We provide an example RSEM table for demonstration.
wget https://github.com/uclahs-cds/package-moPepGen/raw/main/test/files/rsem/rsem.txt
moPepGen filterFasta \
-i variant_peptides.fasta \
-o variant_peptides_filtered.fasta \
--exprs-table rsem.txt \
--skip-lines 1 \
--tx-id-col 1 \
--quant-col 6 \
--quant-cutoff 10 \
--index ./index
--skip-lines
indicates the top x number of lines in the abundance matrix that should be skipped. These lines are usually headers or notes output by the quantitation software. --tx-id-col
is used to specify the 1-based column number for transcript IDs. Any type of quantitation metrics can be used for filtering (e.g. count, TPM, FPKM) as long as a desired cutoff is given in --quant-cutoff
(inclusive).
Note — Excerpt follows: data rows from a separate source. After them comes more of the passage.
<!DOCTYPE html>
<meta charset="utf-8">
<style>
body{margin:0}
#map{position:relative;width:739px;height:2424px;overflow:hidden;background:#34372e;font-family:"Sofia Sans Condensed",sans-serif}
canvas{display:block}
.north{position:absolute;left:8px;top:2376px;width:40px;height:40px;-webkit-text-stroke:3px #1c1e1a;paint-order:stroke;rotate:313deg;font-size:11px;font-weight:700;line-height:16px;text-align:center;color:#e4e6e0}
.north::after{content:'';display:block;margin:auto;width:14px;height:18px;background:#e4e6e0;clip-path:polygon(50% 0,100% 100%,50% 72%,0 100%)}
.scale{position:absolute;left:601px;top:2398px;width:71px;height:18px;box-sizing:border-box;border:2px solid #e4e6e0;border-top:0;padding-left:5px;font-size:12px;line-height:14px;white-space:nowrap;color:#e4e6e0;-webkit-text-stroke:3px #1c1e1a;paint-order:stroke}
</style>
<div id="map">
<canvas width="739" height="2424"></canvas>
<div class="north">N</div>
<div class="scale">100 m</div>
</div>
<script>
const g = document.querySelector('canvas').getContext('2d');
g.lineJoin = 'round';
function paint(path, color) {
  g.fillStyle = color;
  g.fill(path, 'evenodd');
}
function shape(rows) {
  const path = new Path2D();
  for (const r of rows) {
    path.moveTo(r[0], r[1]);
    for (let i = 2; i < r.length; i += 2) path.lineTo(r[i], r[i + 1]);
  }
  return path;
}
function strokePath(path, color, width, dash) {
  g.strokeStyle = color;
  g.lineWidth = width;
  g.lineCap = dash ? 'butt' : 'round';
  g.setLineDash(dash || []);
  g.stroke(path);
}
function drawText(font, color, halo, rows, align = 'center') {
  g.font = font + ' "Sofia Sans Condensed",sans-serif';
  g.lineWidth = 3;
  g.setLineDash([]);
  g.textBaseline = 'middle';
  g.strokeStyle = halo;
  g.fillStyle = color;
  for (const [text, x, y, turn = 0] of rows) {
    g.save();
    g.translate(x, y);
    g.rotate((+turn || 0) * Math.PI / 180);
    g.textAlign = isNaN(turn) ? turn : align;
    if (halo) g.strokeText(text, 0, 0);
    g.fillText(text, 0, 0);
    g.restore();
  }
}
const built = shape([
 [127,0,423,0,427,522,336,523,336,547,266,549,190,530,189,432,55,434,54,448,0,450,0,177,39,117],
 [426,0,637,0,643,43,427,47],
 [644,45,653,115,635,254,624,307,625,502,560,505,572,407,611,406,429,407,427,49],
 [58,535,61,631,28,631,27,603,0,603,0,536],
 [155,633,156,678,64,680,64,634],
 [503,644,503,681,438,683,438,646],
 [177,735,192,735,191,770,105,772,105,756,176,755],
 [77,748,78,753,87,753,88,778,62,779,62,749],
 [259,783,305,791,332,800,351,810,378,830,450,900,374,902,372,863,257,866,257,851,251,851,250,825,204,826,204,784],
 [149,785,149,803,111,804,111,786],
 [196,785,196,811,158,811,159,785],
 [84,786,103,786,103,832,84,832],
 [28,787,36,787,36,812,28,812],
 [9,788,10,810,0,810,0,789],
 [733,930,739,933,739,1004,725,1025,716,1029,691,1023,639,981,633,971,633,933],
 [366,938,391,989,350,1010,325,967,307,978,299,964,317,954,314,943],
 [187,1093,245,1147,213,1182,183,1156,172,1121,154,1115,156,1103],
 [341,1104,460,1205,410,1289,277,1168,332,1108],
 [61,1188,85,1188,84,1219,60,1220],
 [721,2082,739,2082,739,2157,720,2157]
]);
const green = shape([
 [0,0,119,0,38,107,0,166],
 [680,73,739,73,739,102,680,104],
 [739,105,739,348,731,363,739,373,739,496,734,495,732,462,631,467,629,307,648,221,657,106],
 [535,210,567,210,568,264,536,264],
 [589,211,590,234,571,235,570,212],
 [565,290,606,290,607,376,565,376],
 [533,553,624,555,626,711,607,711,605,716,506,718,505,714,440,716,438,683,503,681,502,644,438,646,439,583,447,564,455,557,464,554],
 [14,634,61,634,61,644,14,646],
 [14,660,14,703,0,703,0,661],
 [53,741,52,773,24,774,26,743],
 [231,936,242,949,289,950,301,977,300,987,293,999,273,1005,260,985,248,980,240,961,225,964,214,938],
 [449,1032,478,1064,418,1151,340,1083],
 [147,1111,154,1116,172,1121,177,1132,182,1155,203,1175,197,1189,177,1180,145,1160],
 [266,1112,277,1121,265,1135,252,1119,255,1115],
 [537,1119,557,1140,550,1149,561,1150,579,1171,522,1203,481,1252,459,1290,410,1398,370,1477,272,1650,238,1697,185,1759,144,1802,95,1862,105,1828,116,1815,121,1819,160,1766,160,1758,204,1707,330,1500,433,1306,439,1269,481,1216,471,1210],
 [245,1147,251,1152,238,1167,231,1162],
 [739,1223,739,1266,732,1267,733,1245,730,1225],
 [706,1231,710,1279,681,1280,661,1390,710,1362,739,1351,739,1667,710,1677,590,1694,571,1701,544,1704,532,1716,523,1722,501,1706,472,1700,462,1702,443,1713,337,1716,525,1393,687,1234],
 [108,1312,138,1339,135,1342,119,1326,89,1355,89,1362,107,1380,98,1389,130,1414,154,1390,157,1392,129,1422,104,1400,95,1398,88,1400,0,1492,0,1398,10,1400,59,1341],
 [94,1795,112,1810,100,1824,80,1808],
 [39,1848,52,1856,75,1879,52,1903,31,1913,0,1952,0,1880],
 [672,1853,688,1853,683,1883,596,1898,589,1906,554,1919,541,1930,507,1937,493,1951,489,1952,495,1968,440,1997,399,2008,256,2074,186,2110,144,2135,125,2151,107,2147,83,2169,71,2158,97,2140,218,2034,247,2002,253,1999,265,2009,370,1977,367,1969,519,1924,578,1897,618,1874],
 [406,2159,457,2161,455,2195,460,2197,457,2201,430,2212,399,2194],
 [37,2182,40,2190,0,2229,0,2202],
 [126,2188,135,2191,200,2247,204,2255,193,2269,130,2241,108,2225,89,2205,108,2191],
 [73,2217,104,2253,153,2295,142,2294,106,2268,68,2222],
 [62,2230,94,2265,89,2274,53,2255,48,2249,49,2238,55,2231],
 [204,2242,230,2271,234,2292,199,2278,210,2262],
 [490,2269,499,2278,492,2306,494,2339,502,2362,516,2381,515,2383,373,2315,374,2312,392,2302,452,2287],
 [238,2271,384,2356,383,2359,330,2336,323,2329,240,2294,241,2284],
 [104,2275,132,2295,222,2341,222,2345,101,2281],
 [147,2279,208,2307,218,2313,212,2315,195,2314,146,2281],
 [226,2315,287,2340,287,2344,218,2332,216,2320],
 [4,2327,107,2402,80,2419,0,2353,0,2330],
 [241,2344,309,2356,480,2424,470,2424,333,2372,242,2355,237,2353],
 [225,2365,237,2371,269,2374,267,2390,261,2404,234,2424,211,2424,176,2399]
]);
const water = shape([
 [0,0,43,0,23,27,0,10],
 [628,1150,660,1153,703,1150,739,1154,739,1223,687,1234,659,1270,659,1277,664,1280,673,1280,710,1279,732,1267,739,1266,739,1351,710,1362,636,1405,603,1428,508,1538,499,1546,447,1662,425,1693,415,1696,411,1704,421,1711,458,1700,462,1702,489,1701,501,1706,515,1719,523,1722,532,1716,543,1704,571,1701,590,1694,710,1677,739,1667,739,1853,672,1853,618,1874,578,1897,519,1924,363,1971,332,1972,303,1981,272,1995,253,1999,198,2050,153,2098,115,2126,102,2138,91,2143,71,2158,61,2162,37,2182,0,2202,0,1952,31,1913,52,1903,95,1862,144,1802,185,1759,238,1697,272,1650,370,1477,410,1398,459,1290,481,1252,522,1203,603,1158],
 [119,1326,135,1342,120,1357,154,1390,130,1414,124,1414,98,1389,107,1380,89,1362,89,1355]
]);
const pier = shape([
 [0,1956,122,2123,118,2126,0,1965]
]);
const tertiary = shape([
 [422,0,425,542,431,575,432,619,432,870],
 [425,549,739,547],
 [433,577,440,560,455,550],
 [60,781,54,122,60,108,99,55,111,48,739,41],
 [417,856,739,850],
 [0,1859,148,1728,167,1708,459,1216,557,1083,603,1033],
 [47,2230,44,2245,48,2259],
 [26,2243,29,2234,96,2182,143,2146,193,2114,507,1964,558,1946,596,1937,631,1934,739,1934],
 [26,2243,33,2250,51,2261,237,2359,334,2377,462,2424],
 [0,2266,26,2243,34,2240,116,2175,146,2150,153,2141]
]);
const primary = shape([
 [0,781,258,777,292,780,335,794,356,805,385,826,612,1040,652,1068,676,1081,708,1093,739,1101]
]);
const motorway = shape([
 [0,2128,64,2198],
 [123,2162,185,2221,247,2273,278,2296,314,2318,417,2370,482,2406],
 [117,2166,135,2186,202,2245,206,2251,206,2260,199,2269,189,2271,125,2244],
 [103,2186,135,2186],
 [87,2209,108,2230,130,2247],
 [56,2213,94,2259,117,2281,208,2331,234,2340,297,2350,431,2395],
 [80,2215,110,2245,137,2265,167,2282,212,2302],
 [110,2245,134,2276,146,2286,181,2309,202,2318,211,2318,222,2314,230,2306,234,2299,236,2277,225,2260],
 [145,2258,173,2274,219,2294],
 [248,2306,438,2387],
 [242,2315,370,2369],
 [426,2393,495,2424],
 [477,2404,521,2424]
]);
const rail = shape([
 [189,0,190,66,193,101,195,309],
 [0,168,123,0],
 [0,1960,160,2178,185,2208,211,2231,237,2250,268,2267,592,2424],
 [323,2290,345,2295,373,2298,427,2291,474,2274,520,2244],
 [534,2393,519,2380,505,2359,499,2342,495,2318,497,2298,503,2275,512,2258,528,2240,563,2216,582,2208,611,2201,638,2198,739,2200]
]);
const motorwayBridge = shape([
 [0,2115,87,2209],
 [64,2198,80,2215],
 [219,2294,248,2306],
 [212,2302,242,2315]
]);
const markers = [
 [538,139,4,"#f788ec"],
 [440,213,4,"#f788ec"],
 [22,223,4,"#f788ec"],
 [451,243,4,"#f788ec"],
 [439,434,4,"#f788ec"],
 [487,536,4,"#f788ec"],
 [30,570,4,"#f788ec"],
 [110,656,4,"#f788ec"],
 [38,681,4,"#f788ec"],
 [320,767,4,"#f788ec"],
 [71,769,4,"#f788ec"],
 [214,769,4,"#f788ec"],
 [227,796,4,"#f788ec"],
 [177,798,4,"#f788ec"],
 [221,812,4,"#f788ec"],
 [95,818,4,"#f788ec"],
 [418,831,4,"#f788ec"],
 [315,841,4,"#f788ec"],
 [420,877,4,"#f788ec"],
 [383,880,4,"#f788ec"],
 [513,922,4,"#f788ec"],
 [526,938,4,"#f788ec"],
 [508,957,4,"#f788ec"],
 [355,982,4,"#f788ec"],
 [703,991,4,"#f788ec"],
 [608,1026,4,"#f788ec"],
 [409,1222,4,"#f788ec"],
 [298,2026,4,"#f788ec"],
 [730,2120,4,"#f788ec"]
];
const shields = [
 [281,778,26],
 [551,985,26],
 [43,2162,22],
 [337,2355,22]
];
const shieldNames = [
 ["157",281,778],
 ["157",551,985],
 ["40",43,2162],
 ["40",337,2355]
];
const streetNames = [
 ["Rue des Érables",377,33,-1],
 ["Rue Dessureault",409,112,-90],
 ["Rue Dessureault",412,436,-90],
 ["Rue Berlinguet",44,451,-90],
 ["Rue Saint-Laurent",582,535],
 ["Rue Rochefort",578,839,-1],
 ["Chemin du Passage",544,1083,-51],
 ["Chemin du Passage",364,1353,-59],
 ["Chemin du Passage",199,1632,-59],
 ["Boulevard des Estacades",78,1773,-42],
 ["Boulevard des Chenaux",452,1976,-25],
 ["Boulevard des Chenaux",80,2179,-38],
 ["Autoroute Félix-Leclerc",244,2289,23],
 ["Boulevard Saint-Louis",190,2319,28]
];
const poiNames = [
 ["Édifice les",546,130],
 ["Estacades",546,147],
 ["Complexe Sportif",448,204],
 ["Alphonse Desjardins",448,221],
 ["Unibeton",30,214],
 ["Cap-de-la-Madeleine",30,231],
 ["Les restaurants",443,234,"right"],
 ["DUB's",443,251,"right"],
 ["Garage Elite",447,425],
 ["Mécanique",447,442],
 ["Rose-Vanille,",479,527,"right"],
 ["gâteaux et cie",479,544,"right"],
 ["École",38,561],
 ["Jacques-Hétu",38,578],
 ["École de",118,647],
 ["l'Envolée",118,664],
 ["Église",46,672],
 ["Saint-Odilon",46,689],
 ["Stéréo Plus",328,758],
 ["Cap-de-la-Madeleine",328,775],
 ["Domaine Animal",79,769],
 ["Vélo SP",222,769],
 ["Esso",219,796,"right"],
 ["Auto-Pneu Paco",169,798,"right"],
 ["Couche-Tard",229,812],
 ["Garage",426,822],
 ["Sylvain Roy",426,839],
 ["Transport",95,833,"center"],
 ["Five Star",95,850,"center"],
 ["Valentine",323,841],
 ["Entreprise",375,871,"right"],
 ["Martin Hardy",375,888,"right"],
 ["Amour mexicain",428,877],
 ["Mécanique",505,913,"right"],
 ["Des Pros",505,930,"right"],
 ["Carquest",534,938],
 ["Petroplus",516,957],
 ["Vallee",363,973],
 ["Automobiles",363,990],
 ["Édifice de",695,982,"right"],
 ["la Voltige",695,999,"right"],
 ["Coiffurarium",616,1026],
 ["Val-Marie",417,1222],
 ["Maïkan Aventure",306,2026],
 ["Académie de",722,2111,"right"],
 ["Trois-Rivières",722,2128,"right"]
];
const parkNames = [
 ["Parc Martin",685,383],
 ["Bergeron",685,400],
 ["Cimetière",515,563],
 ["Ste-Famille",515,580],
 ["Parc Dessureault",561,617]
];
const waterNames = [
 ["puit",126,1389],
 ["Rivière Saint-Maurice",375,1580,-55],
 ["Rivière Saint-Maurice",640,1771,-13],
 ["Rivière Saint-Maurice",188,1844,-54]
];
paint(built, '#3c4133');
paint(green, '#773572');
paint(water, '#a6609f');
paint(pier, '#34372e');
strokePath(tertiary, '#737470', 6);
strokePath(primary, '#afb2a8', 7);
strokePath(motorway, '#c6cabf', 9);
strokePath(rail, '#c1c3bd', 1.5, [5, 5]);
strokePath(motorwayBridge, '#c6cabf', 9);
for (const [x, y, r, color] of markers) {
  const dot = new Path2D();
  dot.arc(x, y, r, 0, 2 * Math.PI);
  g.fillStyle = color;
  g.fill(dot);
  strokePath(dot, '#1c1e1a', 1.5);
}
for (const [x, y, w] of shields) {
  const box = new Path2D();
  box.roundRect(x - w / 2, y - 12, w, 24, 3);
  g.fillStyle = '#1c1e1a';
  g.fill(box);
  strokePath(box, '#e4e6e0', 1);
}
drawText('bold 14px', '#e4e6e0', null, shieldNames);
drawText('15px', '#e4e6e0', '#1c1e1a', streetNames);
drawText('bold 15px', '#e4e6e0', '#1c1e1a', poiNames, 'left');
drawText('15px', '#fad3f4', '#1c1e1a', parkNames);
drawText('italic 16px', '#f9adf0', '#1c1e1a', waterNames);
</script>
Note that the same reference GTF should be used during quantitation so the transcript IDs can be mapped correctly to variant peptides called by moPepGen.
Splitting
The splitFasta
command is provided to split a variant peptide database into several separate databases for tiered database searching, particularly for the purpose of database-specific false discovery rate control.
mkdir -p split
moPepGen splitFasta \
--variant-peptides variant_peptides.fasta \
--gvf vep_snp.gvf star_fusion.gvf alt_splice_rmats.gvf rna_editing_reditools.gvf circRNA_CIRCexplorer.gvf \
--output-prefix split/split \
--index-dir index
Similar to summarizeFasta
, splitFasta
also takes a --order-source
to specify the priority order of which category a peptide should be assigned to, which will be inferred from the input GVFs if not specified. --group-source
is used to group sources as a super category. For example, --group-source Germline:gSNP,gINDEL Somatic:sSNV,sINDEL
will group sources of gSNP
and gINDEL
together as Germline
, and sSNV
and sINDEL
as Somatic
.
Note that, when assigning a peptide to a source category, it must carry exclusively the desired type(s) of variants. For example, a peptide of 'ENST00000622235.5|SNV-100-G-T|SNV-110-C-A|2' is assigned to SNV
, while a peptide of 'ENST00000622235.5|SNV-100-G-T|RES-110-C-A|2' will be assigned to the category of SNV-RNAEditing
but not SNV
. --max-source-groups
is used to specify the maximum number of source groups that should be split into individual FASTA files. The default value is 1, which means all peptides that contain two or more types of variants will not be written into their own FASTA file, but kept in the '\<prefix>_Remaining.fasta' file.
Similar to summarizeFasta
, novel ORF and alternative translation peptides can be passed to splitFasta
via --novel-orf-peptides
and --alt-translation-peptides
.
See here for a complete list of arguments.
Target-Decoy Database
Most search engines expect a target-decoy database as input to estimate the false discovery rate (FDR). We provide a decoyFasta
command, that takes a variant peptide database and adds decoy sequences with either the reverse
or shuffle
algorithm.
moPepGen decoyFasta \
-i split/split_gSNP_encode.fasta \
-o split/split_gSNP_decoy.fasta \
--method reverse
By default, amino acid residues at cleavage sites are unmodified. Trypsin is the default enzyme and can be changed using --enzyme
. --non-shuffle-pattern
can be used to specify additional amino acid residues to be fixed in the decoy sequence. By default, the N- and C-terminal residues are also fixed, which can be turned off by setting --keep-peptide-nterm
or --keep-peptide-cterm
to false
. See here for a complete list of arguments.
Shortening FASTA headers
Some search engines have limits on how long the database FASTA headers can be. The headers of moPepGen's variant FASTA files could be very long, because the same peptide can be called from different transcripts. We provide a shortening approach by replacing all FASTA headers with UUIDs and storing the mapping information in a .dict
file with the same prefix.
moPepGen encodeFasta \
-i split/split_gSNP.fasta \
-o split/split_gSNP_encode.fasta
Note that for decoy peptides, the same UUID as in their target sequences will be used, with the decoy prefix/suffix retained. The resulting .dict
file can be used for mapping both back to the original FASTA header.